Да, недолго, до странности недолго, человек может чувствовать себя довольным. Еще совсем недавно, когда я ехал и мучился, каким раем казалось бы мне это спокойствие, это отдохновение, отрадное безмолвие этого уединенного тенистого уголка на берегу быстрого ручья, где время от времени я освежал себя, плеща воду под кольчугу. А я уже был недоволен: отчасти оттого, что я не мог разжечь свою трубку, — я давно уже построил спичечную фабрику, но захватить с собой спички забыл, — а отчасти оттого, что нам нечего было есть. Вот еще пример детской непредусмотрительности этого века и этого народа. Воин, отправляясь в поход, не брал с собой еды и полагался на случай; он возмутился бы, если бы ему посоветовали привесить к копью корзинку с бутербродами. Любой рыцарь Круглого Стола предпочел бы умереть с голоду, чем показаться с такой штукой на древке своего копья. А казалось бы, что может быть благоразумнее? Я собирался сунуть пару бутербродов к себе в шлем, но меня на этом поймали; мне пришлось извиниться, бросить их, и они достались собаке.
Надвигалась ночь и с нею гроза. Быстро темнело. Нужно было готовиться к ночлегу. Я уложил девушку под одной скалой, а сам устроился поодаль, под другой. Но спать мне пришлось в доспехах, так как я не мог снять их сам и не мог позволить Алисанде помочь мне: неловко раздеваться в присутствии посторонних. Под доспехами у меня, правда, была обычная одежда, но от предрассудков, привитых воспитанием, сразу не освободишься, и я знал, что, когда придется снимать мою короткую железную юбку, я буду очень смущен.
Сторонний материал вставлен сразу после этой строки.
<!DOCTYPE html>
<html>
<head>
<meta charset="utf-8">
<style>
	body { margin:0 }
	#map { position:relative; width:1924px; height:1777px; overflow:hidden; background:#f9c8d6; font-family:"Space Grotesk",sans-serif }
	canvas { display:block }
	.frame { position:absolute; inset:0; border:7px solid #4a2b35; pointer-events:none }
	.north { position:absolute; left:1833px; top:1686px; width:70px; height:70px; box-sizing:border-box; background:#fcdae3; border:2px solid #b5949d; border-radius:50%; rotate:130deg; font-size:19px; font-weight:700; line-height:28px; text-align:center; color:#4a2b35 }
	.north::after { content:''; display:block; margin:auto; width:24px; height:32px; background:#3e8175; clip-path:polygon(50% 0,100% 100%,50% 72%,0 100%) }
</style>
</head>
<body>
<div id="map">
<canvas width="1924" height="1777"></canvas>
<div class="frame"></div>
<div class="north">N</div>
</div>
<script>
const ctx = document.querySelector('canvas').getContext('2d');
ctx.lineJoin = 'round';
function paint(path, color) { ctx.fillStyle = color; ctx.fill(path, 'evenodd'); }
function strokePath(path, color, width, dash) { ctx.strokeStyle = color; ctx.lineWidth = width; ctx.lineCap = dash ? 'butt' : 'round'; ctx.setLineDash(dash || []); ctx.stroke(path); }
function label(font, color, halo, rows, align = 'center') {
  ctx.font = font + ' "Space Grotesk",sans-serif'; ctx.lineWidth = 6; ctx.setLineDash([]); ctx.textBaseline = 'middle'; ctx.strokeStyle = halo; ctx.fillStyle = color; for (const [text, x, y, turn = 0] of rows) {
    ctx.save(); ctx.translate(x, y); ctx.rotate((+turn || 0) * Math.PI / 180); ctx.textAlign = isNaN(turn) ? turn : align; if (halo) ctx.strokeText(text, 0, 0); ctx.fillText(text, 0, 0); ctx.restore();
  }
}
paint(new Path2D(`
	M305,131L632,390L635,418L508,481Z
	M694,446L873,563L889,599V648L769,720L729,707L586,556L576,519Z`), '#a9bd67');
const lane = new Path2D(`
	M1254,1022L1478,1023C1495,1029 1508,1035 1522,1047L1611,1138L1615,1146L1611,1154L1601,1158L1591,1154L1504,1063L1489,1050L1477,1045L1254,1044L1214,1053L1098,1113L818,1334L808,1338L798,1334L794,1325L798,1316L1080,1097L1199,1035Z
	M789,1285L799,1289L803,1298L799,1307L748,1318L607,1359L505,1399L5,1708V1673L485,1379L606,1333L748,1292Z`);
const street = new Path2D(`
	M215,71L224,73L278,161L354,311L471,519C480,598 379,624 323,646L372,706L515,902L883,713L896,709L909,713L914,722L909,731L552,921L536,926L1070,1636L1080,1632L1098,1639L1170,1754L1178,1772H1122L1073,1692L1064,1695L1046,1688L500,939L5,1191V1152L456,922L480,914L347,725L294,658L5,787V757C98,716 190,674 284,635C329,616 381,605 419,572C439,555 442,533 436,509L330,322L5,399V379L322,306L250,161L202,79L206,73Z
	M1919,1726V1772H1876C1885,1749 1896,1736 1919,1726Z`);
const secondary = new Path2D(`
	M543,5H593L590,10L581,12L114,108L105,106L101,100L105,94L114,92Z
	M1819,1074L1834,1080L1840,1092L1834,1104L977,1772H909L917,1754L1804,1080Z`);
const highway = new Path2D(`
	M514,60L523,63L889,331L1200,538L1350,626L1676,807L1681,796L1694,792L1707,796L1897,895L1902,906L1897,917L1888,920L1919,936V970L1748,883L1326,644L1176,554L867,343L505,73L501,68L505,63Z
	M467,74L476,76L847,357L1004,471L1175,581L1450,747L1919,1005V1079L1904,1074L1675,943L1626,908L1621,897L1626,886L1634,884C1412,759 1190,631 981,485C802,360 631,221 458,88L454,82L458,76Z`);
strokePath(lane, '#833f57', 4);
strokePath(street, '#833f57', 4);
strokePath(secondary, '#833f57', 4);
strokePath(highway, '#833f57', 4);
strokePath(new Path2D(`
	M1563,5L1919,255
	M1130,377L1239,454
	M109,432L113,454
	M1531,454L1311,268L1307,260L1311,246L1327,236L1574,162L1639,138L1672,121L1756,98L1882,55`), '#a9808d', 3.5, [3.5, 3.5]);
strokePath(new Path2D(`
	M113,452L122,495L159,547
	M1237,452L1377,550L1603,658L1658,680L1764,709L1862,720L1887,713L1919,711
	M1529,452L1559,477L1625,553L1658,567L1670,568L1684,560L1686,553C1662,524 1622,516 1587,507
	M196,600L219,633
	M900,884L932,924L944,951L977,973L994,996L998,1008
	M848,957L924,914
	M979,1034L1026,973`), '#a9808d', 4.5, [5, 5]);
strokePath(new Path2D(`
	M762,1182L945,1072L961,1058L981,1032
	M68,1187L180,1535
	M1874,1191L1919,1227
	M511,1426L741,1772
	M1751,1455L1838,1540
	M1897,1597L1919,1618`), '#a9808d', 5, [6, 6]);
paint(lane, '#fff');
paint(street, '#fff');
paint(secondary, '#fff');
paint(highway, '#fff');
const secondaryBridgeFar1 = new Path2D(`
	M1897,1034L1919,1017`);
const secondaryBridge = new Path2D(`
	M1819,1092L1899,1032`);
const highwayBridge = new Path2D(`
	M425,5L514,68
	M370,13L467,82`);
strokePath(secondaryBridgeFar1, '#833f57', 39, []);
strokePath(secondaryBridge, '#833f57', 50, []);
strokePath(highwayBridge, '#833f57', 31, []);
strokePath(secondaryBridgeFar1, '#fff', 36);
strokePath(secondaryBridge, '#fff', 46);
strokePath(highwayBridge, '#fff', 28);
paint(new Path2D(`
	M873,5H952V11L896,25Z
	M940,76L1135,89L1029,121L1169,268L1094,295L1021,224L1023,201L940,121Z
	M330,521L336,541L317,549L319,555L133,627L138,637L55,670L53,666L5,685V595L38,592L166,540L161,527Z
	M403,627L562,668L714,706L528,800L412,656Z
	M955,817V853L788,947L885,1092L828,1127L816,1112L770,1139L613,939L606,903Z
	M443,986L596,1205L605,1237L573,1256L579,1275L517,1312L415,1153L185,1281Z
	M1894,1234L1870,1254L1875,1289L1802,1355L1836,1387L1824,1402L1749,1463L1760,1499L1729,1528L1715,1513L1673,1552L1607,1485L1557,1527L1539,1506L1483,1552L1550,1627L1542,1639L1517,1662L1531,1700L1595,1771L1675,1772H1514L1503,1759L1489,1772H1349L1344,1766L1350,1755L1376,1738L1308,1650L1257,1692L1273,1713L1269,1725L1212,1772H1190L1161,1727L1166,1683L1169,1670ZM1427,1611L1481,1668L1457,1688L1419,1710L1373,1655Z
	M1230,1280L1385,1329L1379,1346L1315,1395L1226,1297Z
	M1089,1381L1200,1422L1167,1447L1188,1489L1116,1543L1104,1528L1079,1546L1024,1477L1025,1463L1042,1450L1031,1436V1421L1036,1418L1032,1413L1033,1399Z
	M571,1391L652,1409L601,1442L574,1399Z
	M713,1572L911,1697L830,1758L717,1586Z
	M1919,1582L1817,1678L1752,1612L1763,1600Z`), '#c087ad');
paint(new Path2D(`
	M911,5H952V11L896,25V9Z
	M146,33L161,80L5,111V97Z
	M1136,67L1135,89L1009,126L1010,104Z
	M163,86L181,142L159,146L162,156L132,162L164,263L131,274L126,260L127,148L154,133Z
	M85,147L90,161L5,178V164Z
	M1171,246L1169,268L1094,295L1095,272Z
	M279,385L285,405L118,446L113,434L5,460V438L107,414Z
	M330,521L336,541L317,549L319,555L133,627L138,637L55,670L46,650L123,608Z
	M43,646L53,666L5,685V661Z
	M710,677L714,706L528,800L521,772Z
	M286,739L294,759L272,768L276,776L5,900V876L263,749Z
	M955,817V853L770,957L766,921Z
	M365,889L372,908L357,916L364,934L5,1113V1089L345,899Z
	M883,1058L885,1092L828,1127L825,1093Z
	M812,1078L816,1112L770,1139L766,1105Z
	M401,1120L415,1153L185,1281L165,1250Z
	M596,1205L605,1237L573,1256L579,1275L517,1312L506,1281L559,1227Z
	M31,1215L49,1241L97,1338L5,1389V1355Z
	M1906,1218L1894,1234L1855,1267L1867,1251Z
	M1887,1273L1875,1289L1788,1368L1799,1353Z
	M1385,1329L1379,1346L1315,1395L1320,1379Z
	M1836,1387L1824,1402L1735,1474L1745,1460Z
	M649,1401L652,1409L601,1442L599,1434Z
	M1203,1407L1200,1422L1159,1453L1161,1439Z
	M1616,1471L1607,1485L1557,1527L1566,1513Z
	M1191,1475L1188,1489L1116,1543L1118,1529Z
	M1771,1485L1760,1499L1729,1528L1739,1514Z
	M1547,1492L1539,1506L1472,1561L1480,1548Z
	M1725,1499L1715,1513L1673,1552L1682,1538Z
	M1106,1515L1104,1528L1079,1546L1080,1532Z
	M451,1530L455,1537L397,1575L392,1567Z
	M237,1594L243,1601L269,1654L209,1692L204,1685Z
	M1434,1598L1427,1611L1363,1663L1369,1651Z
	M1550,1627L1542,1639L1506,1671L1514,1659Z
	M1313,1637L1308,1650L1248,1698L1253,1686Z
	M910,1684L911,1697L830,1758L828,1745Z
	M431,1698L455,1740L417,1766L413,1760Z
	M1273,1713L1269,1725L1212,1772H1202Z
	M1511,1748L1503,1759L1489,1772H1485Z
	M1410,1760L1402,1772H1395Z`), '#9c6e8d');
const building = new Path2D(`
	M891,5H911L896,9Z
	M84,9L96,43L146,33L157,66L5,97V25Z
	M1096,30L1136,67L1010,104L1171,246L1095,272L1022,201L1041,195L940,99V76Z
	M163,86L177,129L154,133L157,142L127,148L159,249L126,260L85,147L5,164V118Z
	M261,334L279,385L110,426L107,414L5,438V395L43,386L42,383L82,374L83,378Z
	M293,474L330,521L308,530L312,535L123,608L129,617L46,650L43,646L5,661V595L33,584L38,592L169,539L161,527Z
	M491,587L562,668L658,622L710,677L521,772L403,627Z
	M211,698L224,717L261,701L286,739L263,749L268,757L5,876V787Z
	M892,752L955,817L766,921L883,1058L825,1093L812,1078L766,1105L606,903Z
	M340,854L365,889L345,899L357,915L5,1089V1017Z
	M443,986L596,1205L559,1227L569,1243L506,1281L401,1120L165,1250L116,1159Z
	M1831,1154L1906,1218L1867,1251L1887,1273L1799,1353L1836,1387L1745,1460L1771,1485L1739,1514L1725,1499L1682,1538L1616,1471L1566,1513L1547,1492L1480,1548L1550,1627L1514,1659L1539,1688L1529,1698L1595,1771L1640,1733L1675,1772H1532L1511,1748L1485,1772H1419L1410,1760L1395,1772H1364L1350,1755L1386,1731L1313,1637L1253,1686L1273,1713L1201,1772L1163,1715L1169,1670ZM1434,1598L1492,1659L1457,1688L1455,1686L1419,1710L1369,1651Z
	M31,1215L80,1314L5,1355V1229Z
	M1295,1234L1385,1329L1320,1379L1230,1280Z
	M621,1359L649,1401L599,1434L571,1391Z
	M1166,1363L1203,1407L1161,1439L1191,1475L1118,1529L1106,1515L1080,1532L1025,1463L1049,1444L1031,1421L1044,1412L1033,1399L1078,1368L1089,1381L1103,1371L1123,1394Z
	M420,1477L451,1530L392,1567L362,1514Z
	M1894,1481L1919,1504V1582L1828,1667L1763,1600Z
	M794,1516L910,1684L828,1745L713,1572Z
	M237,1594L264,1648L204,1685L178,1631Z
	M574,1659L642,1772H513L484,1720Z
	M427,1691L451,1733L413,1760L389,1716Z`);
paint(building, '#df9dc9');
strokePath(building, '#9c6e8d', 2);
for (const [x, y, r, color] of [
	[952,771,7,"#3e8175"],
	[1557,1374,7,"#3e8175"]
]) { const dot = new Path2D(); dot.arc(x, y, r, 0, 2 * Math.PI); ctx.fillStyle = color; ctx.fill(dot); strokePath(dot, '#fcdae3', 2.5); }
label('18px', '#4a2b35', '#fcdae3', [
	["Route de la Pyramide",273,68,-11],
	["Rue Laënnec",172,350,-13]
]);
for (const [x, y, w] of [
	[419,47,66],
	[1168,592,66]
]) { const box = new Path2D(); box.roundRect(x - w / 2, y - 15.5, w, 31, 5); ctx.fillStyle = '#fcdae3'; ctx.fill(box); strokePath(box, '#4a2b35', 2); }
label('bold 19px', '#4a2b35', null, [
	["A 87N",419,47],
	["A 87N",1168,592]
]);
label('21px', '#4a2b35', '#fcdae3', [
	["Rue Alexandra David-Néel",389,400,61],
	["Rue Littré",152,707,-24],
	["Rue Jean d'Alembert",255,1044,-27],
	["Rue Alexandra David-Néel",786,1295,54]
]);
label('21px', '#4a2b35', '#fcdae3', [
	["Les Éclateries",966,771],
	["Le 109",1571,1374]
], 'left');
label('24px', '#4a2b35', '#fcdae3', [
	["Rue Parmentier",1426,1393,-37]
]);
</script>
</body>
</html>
Гроза принесла с собой перемену погоды: чем сильнее дул ветер, чем яростнее хлестал дождь, тем становилось холоднее. Жуки, муравьи и червяки, не желавшие мокнуть, со всех сторон полезли ко мне под кольчугу, чтобы погреться. Некоторые из них вели себя хорошо и, забравшись в складки белья, лежали там спокойно, но беспокойных и непоседливых было больше, и они все время ползали то туда, то сюда, сами не зная зачем. В особенности докучали мне муравьи, устраивавшие на мне утомительные шествия из одного конца в другой и все время меня щекотавшие; не хотел бы я еще раз ночевать вместе с муравьями. Людям, попавшим в мое положение, я могу посоветовать не кататься по земле, не колотить себя, так как это только привлекает внимание всяких живых тварей, находящихся поблизости: каждая из них захочет пойти посмотреть, что случилось, и положение ваше станет еще хуже, и ругаться вы будете еще неистовее, если только это возможно. Однако, если вы не будете кататься по земле, не будете колотить себя, вы умрете; следовательно, вы можете поступить, как вам угодно, — выбора в сущности нет. Даже промерзнув насквозь, я ощущал это щекотание и вздрагивал от него, как труп от электрического тока. Я дал себе слово, что, вернувшись из этого путешествия, никогда больше не надену лат.